Whenever a line contains the string "Oberhüslen", copy it out of the entries.

═══ MATERIALS PROVIDED ═══

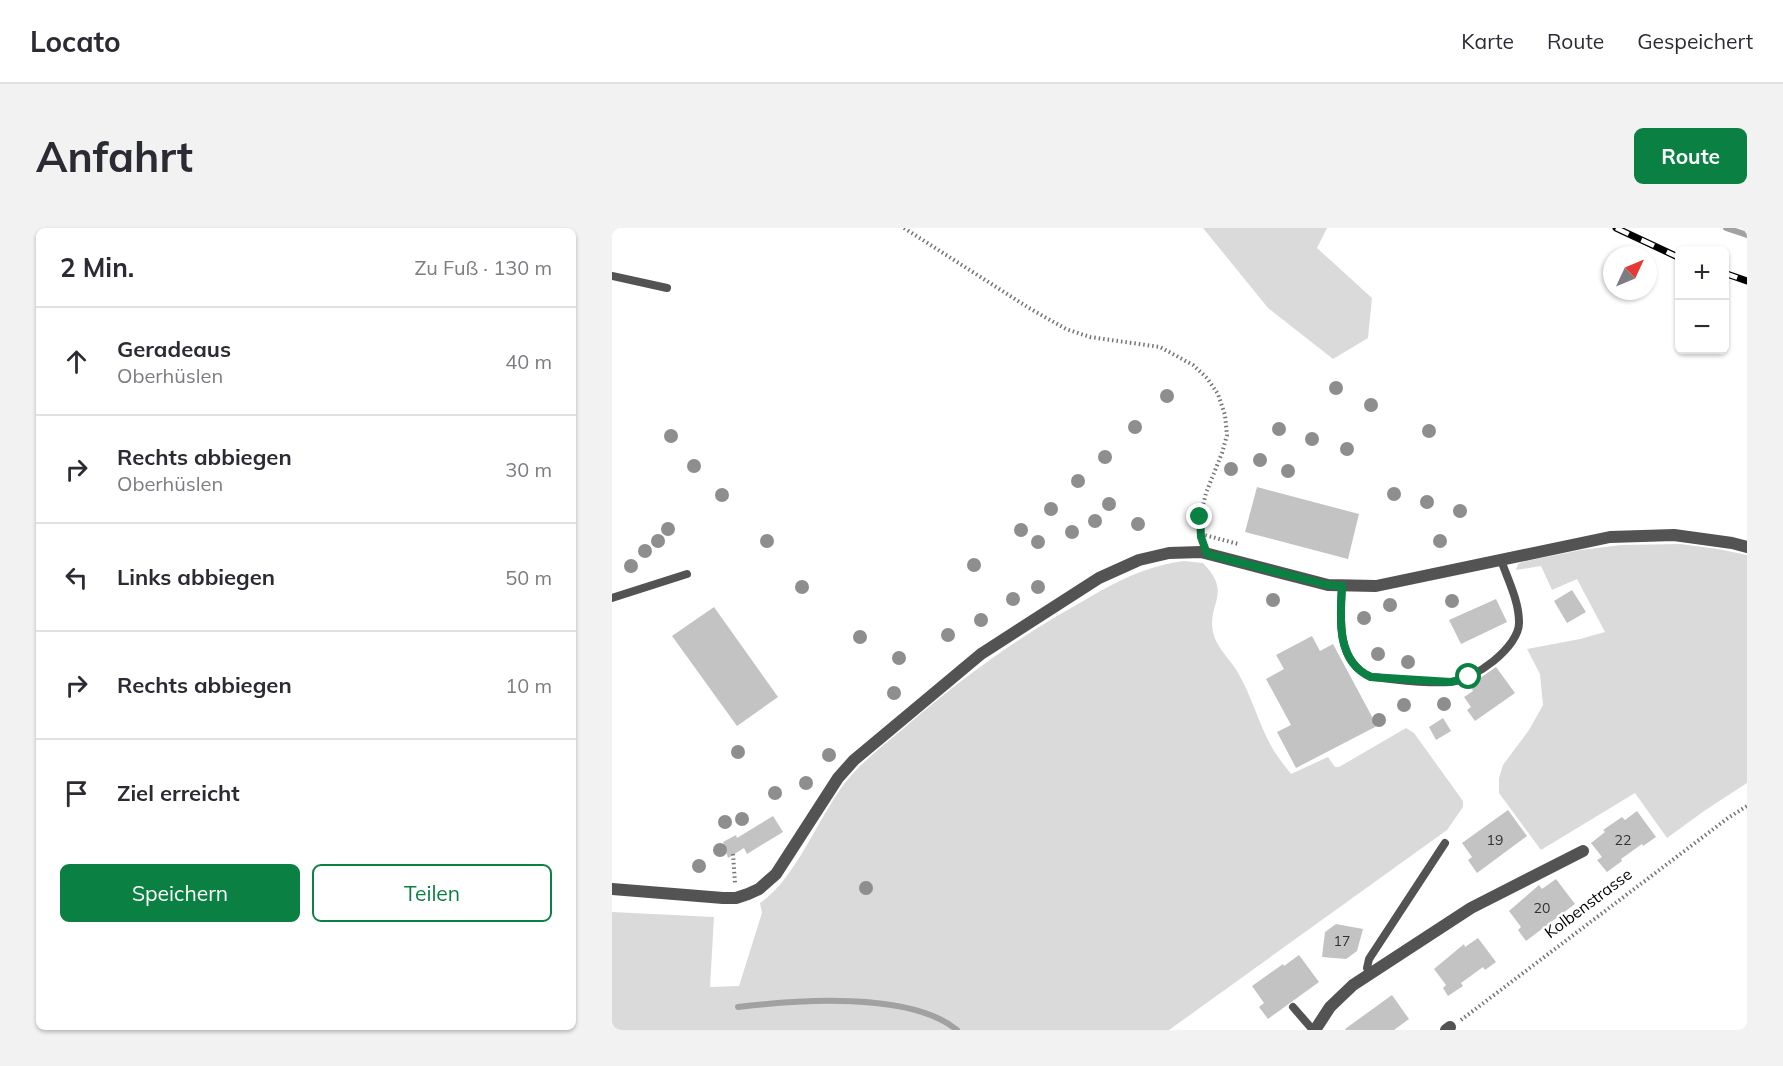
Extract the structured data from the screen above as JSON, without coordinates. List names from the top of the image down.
{
  "streets": {
    "path": ["Kolbenstrasse"]
  },
  "house_numbers": [
    "19",
    "22",
    "20",
    "17"
  ],
  "north": "top right",
  "page": {
    "header": "Locato",
    "nav": ["Karte", "Route", "Gespeichert"],
    "buttons": [
      "Route",
      ["Speichern", "Teilen"]
    ],
    "title": "Anfahrt",
    "heading": ["2 Min.", "Zu Fuß · 130 m"],
    "map_buttons": ["+", "−"],
    "list": [
      ["Geradeaus", "Oberhüslen", "40 m"],
      ["Rechts abbiegen", "Oberhüslen", "30 m"],
      ["Links abbiegen", "50 m"],
      ["Rechts abbiegen", "10 m"],
      "Ziel erreicht"
    ]
  }
}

═══

- ANSWER TO THIS EXERCISE -
      ["Geradeaus", "Oberhüslen", "40 m"],
      ["Rechts abbiegen", "Oberhüslen", "30 m"],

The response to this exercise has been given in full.